Although many things have changed in Hollywood since "When Harry Met Sally..." came out in 1989, and Ephron and Carrie Fisher are among those involved who have died, it is incredible how its lines and truths have stood the test of time.
The Associated Press caught up with Reiner to talk about the film and the simple secret to making a good romantic comedy. Remarks have been edited for clarity and brevity.
AP: Some of your beloved films have already turned 30 ("This Is Spinal Tap," ''The Princess Bride," ''Stand by Me"), so this isn't a new landmark for you, but does it make you reflect at all?
REINER: It makes me old. That's all it makes me.
AP: Is it surreal that it's opening up the TCM Classic Film Festival?
REINER: It's really cool. You make a film and you don't know if it's going to stand the test of time or people are going to still like it. Whenever you've done something that people still enjoy it's a pretty cool thing.
AP: Why do you think this one still resonates?
REINER: All I can ever do is I look into myself and try to figure out, "How do I think as a man?" There are certain universal things that men experience and the fact that I was working with Nora Ephron, she brought the female perspective to the mix, and we made it a part of the creative process to say what actually happens between men and women. You know, it's not about the cute meet or putting some obstacles between the lovers so that they get together, but what actually happens with men and women. That was really the motivation for me. Because I was married for 10 years and had been single for 10 years and I was making a mess of my dating life. I kept saying, how does this work? How do a man and woman get together? I started thinking about that and I talked to Nora and she liked the idea and we started working on it. I think people see some basic truths about men and women when they watch that movie.
AP: I think you just described why so many romantic comedies don't work.
REINER: To me the best ones are the ones that are extensions of the filmmakers.
AP: It is interesting that none of your films have been remade. I'm sure people have tried.
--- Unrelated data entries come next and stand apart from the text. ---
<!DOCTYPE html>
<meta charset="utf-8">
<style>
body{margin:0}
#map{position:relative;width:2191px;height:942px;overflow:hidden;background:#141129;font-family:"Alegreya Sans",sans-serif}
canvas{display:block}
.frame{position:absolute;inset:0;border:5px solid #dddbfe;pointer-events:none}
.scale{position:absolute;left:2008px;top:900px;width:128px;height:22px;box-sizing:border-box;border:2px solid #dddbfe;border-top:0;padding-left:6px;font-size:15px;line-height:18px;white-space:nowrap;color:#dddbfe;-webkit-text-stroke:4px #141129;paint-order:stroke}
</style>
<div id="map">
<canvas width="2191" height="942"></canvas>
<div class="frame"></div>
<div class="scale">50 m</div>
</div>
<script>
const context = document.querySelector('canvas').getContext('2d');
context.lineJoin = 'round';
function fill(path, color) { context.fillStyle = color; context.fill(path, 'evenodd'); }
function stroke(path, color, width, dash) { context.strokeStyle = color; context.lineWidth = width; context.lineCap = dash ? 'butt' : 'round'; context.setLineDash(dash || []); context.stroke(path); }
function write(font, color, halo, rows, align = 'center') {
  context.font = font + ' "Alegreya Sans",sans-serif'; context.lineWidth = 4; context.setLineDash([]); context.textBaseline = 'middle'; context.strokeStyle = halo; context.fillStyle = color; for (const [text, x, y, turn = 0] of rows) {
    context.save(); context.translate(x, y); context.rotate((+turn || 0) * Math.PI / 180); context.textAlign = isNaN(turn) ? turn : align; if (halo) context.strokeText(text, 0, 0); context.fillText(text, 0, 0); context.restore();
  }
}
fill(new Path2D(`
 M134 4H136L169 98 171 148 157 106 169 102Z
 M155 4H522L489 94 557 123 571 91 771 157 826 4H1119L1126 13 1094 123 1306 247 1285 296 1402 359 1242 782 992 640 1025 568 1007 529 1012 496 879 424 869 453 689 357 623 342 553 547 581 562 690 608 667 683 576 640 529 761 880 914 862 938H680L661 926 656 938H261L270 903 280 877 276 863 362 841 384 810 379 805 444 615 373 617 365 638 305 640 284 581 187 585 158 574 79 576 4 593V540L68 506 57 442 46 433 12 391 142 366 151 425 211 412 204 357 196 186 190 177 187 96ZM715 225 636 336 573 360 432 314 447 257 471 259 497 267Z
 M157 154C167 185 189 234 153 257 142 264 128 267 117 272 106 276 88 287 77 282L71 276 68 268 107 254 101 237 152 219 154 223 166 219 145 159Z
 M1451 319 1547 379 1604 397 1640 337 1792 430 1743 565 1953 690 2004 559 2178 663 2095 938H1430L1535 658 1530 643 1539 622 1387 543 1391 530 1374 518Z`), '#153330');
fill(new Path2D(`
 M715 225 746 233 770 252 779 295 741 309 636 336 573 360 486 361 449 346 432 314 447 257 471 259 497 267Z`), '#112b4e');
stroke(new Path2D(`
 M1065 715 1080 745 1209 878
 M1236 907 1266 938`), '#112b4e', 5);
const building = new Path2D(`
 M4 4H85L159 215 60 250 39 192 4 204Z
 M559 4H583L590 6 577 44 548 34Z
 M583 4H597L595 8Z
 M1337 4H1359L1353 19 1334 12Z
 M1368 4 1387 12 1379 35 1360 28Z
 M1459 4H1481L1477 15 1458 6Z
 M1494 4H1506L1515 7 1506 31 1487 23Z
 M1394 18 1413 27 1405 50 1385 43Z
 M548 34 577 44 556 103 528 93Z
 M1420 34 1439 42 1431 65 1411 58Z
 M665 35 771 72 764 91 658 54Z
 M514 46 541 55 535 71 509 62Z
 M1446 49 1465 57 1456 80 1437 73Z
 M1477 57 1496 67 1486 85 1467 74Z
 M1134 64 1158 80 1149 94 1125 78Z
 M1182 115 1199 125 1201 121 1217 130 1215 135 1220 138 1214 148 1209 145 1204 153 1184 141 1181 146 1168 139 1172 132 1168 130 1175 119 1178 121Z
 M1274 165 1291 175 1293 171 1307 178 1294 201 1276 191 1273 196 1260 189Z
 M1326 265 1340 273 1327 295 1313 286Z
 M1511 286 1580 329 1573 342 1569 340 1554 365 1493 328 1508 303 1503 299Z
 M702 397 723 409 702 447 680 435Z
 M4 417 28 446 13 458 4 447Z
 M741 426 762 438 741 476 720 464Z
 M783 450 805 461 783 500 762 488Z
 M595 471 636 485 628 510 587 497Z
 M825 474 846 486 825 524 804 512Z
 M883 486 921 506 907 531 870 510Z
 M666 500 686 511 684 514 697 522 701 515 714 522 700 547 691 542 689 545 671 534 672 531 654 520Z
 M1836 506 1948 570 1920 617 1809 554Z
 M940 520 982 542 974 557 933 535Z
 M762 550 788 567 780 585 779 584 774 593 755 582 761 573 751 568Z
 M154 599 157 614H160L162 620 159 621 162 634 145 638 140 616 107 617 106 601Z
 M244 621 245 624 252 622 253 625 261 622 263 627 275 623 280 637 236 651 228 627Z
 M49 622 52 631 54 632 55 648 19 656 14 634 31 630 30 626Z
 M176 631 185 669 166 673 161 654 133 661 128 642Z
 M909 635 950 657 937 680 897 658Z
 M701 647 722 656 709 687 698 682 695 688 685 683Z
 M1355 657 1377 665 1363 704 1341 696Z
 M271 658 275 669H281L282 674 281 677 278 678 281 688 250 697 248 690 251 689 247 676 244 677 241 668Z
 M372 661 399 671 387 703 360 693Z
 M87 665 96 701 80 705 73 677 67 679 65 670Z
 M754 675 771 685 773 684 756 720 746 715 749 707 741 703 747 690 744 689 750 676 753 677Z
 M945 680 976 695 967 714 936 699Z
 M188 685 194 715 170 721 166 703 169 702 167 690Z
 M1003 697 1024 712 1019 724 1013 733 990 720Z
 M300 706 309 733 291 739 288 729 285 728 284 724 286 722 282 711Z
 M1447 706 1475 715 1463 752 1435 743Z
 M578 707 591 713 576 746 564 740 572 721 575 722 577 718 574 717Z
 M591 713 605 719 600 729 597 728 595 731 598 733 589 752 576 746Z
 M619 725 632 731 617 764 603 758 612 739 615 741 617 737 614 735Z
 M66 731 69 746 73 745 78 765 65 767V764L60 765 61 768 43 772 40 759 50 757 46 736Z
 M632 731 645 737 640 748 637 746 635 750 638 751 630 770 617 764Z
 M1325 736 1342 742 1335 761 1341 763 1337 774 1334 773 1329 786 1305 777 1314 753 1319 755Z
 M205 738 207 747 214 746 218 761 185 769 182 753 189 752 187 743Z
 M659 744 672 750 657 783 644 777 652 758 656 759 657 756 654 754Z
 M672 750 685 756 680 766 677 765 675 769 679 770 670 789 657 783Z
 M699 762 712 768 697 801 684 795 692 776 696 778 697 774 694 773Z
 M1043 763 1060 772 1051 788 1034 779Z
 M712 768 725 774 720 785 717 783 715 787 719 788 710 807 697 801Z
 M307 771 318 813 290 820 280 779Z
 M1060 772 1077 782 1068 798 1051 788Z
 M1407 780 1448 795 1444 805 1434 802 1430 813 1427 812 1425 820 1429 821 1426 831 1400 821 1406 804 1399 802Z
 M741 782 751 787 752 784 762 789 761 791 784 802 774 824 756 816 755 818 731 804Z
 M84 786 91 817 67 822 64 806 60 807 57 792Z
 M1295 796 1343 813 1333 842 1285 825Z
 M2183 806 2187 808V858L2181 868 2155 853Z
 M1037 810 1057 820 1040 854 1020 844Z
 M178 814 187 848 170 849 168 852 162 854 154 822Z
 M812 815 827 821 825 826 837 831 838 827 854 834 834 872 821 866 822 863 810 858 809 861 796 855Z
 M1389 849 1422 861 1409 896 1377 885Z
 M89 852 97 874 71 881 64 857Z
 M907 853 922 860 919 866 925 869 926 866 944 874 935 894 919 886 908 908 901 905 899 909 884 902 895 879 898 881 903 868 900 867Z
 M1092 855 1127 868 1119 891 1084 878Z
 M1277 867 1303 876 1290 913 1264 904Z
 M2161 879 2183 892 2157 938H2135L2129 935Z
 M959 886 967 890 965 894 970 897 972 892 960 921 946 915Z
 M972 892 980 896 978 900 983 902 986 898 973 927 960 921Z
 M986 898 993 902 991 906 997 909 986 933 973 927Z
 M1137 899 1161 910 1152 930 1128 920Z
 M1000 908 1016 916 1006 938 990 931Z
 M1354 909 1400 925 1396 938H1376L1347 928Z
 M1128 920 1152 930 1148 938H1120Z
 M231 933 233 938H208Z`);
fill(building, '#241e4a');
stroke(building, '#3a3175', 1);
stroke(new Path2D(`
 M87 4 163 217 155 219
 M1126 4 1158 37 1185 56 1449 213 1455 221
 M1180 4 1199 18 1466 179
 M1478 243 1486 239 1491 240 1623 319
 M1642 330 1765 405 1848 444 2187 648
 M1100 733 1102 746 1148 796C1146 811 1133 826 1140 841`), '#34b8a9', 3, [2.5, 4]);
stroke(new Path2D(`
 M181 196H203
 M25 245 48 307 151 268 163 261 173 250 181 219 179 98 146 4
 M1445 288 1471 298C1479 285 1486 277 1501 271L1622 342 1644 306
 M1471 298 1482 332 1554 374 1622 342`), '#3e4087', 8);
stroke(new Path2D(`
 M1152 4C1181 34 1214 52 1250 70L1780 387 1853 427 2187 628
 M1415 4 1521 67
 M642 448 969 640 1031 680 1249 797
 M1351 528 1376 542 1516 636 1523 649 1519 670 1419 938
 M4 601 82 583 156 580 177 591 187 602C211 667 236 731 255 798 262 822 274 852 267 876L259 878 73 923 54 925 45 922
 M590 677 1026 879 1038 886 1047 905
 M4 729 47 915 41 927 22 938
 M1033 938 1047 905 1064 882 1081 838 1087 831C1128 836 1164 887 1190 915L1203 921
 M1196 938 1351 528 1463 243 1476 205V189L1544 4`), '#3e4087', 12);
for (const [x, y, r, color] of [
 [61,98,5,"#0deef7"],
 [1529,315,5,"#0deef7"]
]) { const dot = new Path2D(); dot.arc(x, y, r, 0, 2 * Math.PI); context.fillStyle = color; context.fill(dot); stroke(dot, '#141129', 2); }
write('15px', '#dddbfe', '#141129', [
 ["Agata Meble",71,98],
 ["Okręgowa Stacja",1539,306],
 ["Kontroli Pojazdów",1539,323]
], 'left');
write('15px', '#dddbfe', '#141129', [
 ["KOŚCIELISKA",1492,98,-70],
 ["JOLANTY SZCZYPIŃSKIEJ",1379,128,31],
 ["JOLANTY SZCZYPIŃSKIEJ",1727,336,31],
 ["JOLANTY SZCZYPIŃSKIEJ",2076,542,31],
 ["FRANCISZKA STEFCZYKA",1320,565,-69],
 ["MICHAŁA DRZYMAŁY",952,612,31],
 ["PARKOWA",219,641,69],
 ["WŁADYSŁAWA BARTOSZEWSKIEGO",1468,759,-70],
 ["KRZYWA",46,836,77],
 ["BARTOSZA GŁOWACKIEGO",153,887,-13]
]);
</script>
REINER: They've asked me on this one, they say "why don't you make a sequel? Where're Harry and Sally now?" They've asked me that about "Spinal Tap," about "Princess Bride" and things. But to me it's like, I did that already. My mind is in a different place now so whatever I'm thinking about now I try to express.
AP: "When Harry Met Sally..." helped kick off a whole rom-com renaissance. Why do you think the form went out of style for a bit?
REINER: I don't know why. To me the dance that happens between men and women is forever. That is the mating dance. That's what we do. The studios are making a certain kind of film and basically they're big event, franchise type pictures with lots of CGI and action and all that stuff. And they're not really focused on human dramas or romantic comedies or courtroom dramas. The only people who were making these kinds of things would be independent filmmakers and it's very tough to make an honest film about what happens. You could do it now. Right now if you were a young filmmaker and you wanted to make a romantic film, comedy, whatever, there's a lot of gender fluidity and sexual fluidity and all of those elements would be part of it, it would seem to me, to somebody interested in wanting to do it. But you can't get them made at studios. They don't make those kinds of films. The only comedy, sort of romantic, they're R-rated. They don't make just relationship movies.
AP: Are you and Billy and Meg going to get together to catch up around the event?
REINER: We're going to be at the screening. And Billy called me and was saying they're going to give him the hands and feet at Grauman's (now TCL) Chinese Theater the next day and he asked me to come and speak. My dad and I had that done a while ago and Billy came. So that'll be nice.